Abstract

Diagnosis of resistant hypertension (RH) is currently based upon awake-time office blood pressure (BP). An increasing number of studies have documented abnormally elevated sleep-time BP in most RH patients, indicating that diagnosis of true RH cannot be determined solely by comparison of office BP with either patient awake-time BP self-measurements or awake-BP mean from ambulatory monitoring (ABPM), as is customary in the published literature.
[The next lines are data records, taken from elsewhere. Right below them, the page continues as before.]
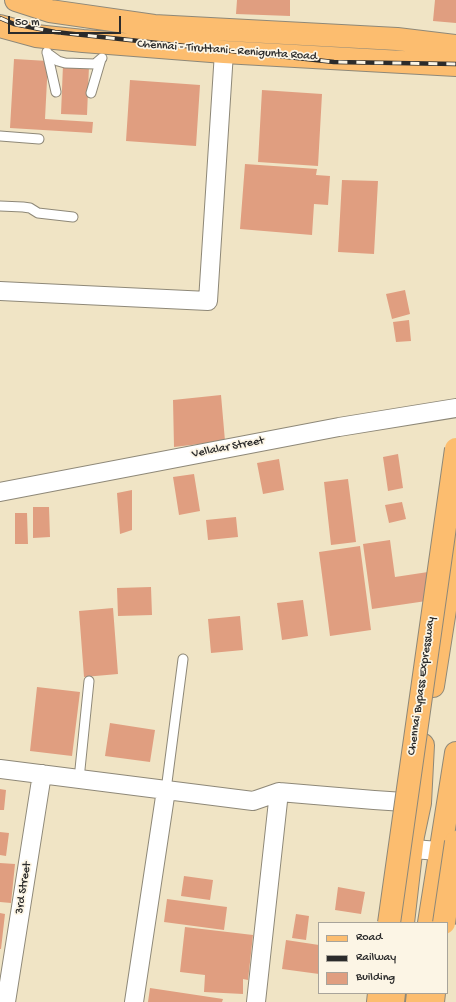 <!DOCTYPE html>
<style>
body{margin:0}
#map{position:relative;width:456px;height:1002px;overflow:hidden;background:#f0e4c5;font-family:"Gochi Hand",sans-serif}
canvas{display:block}
.legend{position:absolute;left:318px;top:922px;width:130px;height:72px;box-sizing:border-box;background:#fcf5e5;border:1px solid #a8a49b;margin:0;padding:5px 7px;list-style:none;font-size:12px;color:#2b2b2b}
.legend li{display:flex;align-items:center;gap:8px;height:20px}
.legend b{width:20px;border:1px solid #a8a49b}
.scale{position:absolute;left:8px;top:16px;width:113px;height:18px;box-sizing:border-box;border:2px solid #2b2b2b;border-top:0;padding-left:5px;font-size:12px;line-height:14px;white-space:nowrap;color:#2b2b2b;-webkit-text-stroke:3px #fcf5e5;paint-order:stroke}
</style>
<div id="map">
<canvas width="456" height="1002"></canvas>
<ul class="legend">
<li><b style="height:5px;background:#fcbd6f"></b>Road</li>
<li><b style="height:5px;background:#2b2b2b"></b>Railway</li>
<li><b style="height:11px;background:#e09e80"></b>Building</li>
</ul>
<div class="scale">50 m</div>
</div>
<script>
const c = document.querySelector('canvas').getContext('2d');
c.lineJoin = 'round';
function paint(path, color) {
  c.fillStyle = color;
  c.fill(path, 'evenodd');
}
function shape(rows) {
  const path = new Path2D();
  for (const r of rows) {
    path.moveTo(r[0], r[1]);
    for (let i = 2; i < r.length; i += 2) path.lineTo(r[i], r[i + 1]);
  }
  return path;
}
function trace(path, color, width, dash) {
  c.strokeStyle = color;
  c.lineWidth = width;
  c.lineCap = dash ? 'butt' : 'round';
  c.setLineDash(dash || []);
  c.stroke(path);
}
function drawText(font, color, halo, rows, align = 'center') {
  c.font = font + ' "Gochi Hand",sans-serif';
  c.lineWidth = 3.5;
  c.setLineDash([]);
  c.textBaseline = 'middle';
  c.strokeStyle = halo;
  c.fillStyle = color;
  for (const [text, x, y, turn = 0] of rows) {
    c.save();
    c.translate(x, y);
    c.rotate((+turn || 0) * Math.PI / 180);
    c.textAlign = isNaN(turn) ? turn : align;
    if (halo) c.strokeText(text, 0, 0);
    c.fillText(text, 0, 0);
    c.restore();
  }
}
paint(shape([
 [237,0,290,0,290,16,236,14],
 [435,0,456,0,456,23,433,21],
 [14,59,48,61,45,119,93,122,92,133,10,128],
 [63,65,89,66,87,115,61,114],
 [130,80,200,85,196,146,126,141],
 [262,90,322,94,318,166,258,162],
 [245,164,317,169,316,175,330,176,328,205,314,204,312,235,240,229],
 [342,180,378,181,374,254,338,252],
 [405,290,410,314,392,319,386,294],
 [409,320,411,341,396,342,393,322],
 [221,395,225,441,174,447,173,400],
 [398,454,403,488,388,491,383,457],
 [279,459,284,490,263,494,257,463],
 [194,474,200,511,179,515,173,477],
 [348,479,356,542,331,545,324,482],
 [132,490,132,530,120,534,117,493],
 [402,502,406,519,389,523,385,505],
 [33,507,49,507,50,537,33,538],
 [15,513,27,513,28,544,15,544],
 [236,517,238,537,208,540,206,520],
 [390,540,395,577,428,572,433,600,372,609,363,544],
 [360,546,371,630,330,636,319,552],
 [151,587,152,615,118,616,117,588],
 [303,600,308,636,282,640,277,603],
 [113,608,118,674,84,677,79,611],
 [240,616,243,650,211,653,208,619],
 [37,687,80,692,72,756,30,751],
 [110,723,155,730,150,762,105,756],
 [0,789,6,790,4,810,0,810],
 [0,832,9,833,6,856,0,855],
 [0,863,15,864,11,903,0,902],
 [184,876,213,880,210,900,181,896],
 [338,887,365,892,361,914,335,910],
 [167,899,227,907,224,930,164,922],
 [0,913,5,914,1,949,0,949],
 [296,914,309,916,306,940,292,938],
 [185,927,253,935,248,980,243,979,243,994,204,992,205,975,180,972],
 [286,940,319,945,319,974,282,969],
 [150,988,223,999,222,1002,148,1002]
]), '#e09e80');
const service = shape([
 [47,52,56,92],
 [47,53,58,61,65,63,95,64,102,58],
 [91,93,101,59],
 [0,136,39,139],
 [0,206,23,207,30,208,38,213,73,217],
 [79,779,89,681],
 [166,790,183,659]
]);
const minor = shape([
 [0,291,208,301,224,52],
 [0,492,339,427,456,408],
 [0,769,253,801,279,792,374,800,419,803],
 [412,849,453,852],
 [6,1002,42,774],
 [134,1002,166,790],
 [256,1002,279,792]
]);
const primary = shape([
 [433,686,456,540],
 [403,923,413,836,420,803,423,745],
 [429,923,456,753],
 [393,1002,394,993],
 [417,1002,418,993]
]);
const trunk = shape([
 [16,0,50,11,154,26,397,39,456,46],
 [0,26,36,36,83,41,224,52,456,65],
 [378,1002,379,993],
 [433,1002,434,993]
]);
trace(service, '#8e8878', 11);
trace(minor, '#8e8878', 20);
trace(primary, '#8e8878', 24);
trace(trunk, '#8e8878', 24);
trace(service, '#fff', 9);
trace(minor, '#fff', 18);
trace(primary, '#fcbd6f', 22);
trace(trunk, '#fcbd6f', 22);
const rail = shape([
 [0,18,14,24,55,32,334,62,456,64]
]);
trace(rail, '#2b2b2b', 4.5);
trace(rail, '#fcf5e5', 3, [9]);
const trunkBridge = shape([
 [389,923,456,449],
 [444,923,456,842]
]);
trace(trunkBridge, '#8e8878', 24, []);
trace(trunkBridge, '#fcbd6f', 22);
drawText('12px', '#2b2b2b', '#fcf5e5', [
 ["Chennai - Tiruttani - Renigunta Road",227,51,4],
 ["Vellalar Street",228,448,-11],
 ["Chennai Bypass Expressway",422,686,-82],
 ["3rd Street",24,888,-81]
]);
</script>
Moreover, the ABPM-determined sleep-time BP mean is an independent and stronger predictor of cardiovascular and cerebrovascular disease (CVD) risk than either daytime office/ABPM-derived awake or 24-hour means. Results of the recently completed MAPEC (Monitorización Ambulatoria para Predicción de Eventos Cardiovasculares) prospective outcomes study, which included a large cohort of RH patients, established that time of treatment relative to circadian rhythms constituted a critically important yet often neglected variable with respect to BP control. The study found that bedtime versus morning ingestion of the full dose of ≥1 BP-lowering medications resulted in both better therapeutic normalization of sleep-time BP and reduced CVD morbidity and mortality, including in RH patients. Accordingly, ABPM is highly recommended to properly diagnose and manage true RH, with a bedtime hypertension medication regimen as the therapeutic scheme of choice.